Required action - Restate word for word the entries below, starting with the line with "List the labels" and continuing through the line with "List all text and symbols in this". Include both of those lines and no others.

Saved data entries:
----

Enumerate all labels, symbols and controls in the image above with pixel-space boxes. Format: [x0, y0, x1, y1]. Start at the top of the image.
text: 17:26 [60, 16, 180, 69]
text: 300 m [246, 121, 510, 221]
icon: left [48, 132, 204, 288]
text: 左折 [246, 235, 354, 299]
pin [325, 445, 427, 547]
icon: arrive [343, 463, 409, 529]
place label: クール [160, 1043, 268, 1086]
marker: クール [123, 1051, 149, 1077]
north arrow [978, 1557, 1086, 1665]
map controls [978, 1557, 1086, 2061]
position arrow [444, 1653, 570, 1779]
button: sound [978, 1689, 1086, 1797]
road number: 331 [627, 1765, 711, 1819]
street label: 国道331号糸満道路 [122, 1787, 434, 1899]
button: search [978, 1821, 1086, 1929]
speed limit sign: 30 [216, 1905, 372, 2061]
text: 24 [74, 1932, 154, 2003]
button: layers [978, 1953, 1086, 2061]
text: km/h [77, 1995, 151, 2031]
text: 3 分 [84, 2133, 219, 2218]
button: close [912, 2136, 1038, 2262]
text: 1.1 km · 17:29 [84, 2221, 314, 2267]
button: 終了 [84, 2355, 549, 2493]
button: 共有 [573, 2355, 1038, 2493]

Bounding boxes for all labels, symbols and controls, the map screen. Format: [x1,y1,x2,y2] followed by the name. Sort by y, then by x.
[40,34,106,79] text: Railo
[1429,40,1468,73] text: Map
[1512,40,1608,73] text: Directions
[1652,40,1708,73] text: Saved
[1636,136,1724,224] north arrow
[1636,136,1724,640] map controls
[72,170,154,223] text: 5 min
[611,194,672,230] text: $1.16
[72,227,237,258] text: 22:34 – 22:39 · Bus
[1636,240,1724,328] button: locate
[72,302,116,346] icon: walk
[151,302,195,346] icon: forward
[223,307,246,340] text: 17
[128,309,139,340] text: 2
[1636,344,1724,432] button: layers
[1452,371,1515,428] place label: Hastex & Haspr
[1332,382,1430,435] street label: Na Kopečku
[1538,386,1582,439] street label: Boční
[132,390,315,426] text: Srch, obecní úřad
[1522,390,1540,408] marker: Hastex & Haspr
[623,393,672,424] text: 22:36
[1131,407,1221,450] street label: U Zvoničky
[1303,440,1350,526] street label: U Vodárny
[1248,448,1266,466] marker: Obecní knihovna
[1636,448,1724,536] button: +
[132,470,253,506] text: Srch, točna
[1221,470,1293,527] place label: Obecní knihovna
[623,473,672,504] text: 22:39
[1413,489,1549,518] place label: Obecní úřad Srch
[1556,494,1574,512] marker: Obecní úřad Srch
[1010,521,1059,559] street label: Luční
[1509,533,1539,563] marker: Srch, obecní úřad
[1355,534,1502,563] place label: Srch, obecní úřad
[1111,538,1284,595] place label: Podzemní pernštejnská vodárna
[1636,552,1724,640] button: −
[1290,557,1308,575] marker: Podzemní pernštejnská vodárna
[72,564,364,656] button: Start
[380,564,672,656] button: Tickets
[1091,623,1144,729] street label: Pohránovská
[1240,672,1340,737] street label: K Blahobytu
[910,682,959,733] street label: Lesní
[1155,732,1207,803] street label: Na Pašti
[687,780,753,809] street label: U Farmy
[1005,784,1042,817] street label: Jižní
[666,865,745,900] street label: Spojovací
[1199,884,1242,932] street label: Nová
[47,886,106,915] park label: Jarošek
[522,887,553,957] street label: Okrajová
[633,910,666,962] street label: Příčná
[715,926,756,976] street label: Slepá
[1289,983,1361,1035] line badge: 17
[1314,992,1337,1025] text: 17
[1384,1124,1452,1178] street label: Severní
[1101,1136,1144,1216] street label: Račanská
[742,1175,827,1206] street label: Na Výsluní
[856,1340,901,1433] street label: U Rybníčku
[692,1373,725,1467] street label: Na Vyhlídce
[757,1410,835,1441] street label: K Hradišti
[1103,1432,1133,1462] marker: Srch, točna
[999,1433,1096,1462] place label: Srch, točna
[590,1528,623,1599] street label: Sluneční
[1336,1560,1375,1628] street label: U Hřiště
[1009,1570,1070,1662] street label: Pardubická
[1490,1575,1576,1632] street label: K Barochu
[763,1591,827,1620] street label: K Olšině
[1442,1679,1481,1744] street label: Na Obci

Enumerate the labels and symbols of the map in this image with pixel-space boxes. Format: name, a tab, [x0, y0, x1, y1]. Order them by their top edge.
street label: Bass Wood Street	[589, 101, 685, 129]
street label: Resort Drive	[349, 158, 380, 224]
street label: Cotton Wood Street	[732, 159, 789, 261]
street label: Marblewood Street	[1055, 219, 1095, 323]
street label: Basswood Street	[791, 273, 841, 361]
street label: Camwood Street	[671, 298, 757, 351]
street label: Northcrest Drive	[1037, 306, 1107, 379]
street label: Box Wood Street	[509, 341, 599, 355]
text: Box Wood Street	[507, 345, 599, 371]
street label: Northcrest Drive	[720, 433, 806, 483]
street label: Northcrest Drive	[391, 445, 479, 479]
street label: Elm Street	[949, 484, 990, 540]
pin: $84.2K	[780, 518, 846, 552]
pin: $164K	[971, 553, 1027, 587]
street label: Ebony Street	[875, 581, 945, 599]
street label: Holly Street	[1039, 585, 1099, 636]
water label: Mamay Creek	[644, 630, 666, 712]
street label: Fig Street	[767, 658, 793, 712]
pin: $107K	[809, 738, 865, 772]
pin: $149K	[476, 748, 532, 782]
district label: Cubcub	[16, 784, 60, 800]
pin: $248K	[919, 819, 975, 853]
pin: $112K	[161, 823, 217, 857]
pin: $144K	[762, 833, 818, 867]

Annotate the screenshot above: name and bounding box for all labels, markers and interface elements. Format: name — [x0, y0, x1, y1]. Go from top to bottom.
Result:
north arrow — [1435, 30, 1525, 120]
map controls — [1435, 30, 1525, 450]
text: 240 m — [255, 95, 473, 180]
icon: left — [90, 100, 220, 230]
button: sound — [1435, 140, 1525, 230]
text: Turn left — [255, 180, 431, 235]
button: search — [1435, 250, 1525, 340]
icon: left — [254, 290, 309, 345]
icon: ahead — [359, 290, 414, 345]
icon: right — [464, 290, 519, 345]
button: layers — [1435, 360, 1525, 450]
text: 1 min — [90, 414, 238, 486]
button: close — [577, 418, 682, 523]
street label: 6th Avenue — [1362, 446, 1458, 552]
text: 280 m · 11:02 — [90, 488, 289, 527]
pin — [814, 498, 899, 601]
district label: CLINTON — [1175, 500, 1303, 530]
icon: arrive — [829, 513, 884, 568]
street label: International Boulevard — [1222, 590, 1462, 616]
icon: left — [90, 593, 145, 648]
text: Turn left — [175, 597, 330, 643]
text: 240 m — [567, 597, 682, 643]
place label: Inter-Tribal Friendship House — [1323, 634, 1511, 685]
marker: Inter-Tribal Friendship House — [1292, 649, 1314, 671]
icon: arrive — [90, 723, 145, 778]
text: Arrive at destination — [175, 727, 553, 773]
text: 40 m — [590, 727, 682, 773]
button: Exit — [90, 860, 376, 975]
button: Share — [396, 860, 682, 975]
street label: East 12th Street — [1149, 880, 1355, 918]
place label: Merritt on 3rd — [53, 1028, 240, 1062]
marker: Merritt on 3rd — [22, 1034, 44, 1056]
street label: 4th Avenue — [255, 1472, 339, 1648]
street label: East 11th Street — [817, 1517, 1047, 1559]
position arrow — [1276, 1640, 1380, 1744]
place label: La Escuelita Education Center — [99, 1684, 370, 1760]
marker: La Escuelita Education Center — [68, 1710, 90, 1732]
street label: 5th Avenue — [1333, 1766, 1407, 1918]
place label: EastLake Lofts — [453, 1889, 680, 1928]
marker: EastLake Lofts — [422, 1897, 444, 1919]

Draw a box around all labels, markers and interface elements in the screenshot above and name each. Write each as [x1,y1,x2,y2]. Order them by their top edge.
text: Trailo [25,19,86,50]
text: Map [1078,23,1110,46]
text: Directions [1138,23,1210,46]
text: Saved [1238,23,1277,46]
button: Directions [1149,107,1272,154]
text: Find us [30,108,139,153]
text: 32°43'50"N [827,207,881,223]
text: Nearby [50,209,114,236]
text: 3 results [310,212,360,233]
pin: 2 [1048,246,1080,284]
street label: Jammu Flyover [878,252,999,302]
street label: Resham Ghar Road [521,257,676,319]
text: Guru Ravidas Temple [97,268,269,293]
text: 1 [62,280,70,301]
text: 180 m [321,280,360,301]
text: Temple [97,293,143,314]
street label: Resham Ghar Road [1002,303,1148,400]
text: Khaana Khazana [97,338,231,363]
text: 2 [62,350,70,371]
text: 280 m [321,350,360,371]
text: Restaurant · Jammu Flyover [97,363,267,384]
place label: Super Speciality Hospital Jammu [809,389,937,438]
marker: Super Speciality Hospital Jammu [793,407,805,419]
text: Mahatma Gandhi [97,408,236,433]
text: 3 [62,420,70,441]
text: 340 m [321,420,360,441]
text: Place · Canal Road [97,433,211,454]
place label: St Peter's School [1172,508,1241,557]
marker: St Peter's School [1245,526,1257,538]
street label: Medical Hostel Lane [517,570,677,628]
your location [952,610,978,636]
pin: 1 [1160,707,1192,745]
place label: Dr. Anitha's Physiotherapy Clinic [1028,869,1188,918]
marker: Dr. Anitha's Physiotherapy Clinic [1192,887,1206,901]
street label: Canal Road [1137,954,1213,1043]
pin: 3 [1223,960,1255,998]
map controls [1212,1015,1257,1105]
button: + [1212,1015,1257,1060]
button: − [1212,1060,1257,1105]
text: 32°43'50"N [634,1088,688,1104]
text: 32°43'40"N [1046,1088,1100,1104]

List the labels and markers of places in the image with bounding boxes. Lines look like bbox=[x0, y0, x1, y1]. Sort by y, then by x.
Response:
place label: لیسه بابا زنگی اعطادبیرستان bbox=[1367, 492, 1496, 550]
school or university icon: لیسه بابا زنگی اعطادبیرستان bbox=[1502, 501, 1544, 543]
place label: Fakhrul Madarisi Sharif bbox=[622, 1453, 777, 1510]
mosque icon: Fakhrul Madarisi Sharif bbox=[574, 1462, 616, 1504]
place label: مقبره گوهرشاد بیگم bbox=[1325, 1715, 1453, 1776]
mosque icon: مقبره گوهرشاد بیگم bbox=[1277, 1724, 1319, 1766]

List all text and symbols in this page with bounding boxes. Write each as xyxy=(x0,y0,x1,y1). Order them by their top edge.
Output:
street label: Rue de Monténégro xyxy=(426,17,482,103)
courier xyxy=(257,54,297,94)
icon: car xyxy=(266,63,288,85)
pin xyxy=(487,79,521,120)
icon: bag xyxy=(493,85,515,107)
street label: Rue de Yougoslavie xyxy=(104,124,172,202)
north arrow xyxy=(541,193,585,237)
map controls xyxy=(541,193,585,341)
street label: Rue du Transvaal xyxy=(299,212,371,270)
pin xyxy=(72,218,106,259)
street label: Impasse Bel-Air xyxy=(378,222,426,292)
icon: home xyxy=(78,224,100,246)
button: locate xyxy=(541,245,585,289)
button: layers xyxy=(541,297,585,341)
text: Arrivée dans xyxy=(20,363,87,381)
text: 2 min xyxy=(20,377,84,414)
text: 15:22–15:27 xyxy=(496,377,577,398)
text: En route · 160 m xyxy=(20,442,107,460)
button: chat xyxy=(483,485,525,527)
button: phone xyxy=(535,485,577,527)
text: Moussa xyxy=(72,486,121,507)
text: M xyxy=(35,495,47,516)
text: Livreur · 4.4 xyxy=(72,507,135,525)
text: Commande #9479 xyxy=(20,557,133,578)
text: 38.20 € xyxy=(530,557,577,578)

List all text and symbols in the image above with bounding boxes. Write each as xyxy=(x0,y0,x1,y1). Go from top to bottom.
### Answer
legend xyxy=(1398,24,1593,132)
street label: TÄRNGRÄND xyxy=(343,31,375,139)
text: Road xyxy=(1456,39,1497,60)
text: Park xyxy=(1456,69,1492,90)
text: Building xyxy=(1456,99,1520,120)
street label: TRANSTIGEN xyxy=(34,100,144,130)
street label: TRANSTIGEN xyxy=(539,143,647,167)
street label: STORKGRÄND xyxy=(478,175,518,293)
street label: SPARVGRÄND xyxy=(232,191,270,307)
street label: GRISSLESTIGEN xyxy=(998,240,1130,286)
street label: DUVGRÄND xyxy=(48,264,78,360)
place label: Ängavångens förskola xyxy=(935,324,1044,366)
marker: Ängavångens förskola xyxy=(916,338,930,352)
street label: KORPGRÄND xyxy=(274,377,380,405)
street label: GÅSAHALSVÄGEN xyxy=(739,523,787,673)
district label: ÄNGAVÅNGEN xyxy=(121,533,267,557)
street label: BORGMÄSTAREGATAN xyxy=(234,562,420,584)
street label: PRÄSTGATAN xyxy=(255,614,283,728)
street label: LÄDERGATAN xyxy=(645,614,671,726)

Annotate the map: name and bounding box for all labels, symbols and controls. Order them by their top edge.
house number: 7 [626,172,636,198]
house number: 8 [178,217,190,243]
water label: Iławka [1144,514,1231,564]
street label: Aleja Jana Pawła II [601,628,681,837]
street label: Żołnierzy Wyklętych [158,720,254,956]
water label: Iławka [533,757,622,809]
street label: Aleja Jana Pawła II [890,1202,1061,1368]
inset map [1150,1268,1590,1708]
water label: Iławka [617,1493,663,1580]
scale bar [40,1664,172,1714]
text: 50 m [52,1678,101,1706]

----

Expected answer -
List the labels and markers of places in the image with bounding boxes. Lines look like bbox=[x0, y0, x1, y1]. Sort by y, then by x.
Response:
place label: لیسه بابا زنگی اعطادبیرستان bbox=[1367, 492, 1496, 550]
school or university icon: لیسه بابا زنگی اعطادبیرستان bbox=[1502, 501, 1544, 543]
place label: Fakhrul Madarisi Sharif bbox=[622, 1453, 777, 1510]
mosque icon: Fakhrul Madarisi Sharif bbox=[574, 1462, 616, 1504]
place label: مقبره گوهرشاد بیگم bbox=[1325, 1715, 1453, 1776]
mosque icon: مقبره گوهرشاد بیگم bbox=[1277, 1724, 1319, 1766]

List all text and symbols in this page with bounding boxes. Write each as xyxy=(x0,y0,x1,y1). Order them by their top edge.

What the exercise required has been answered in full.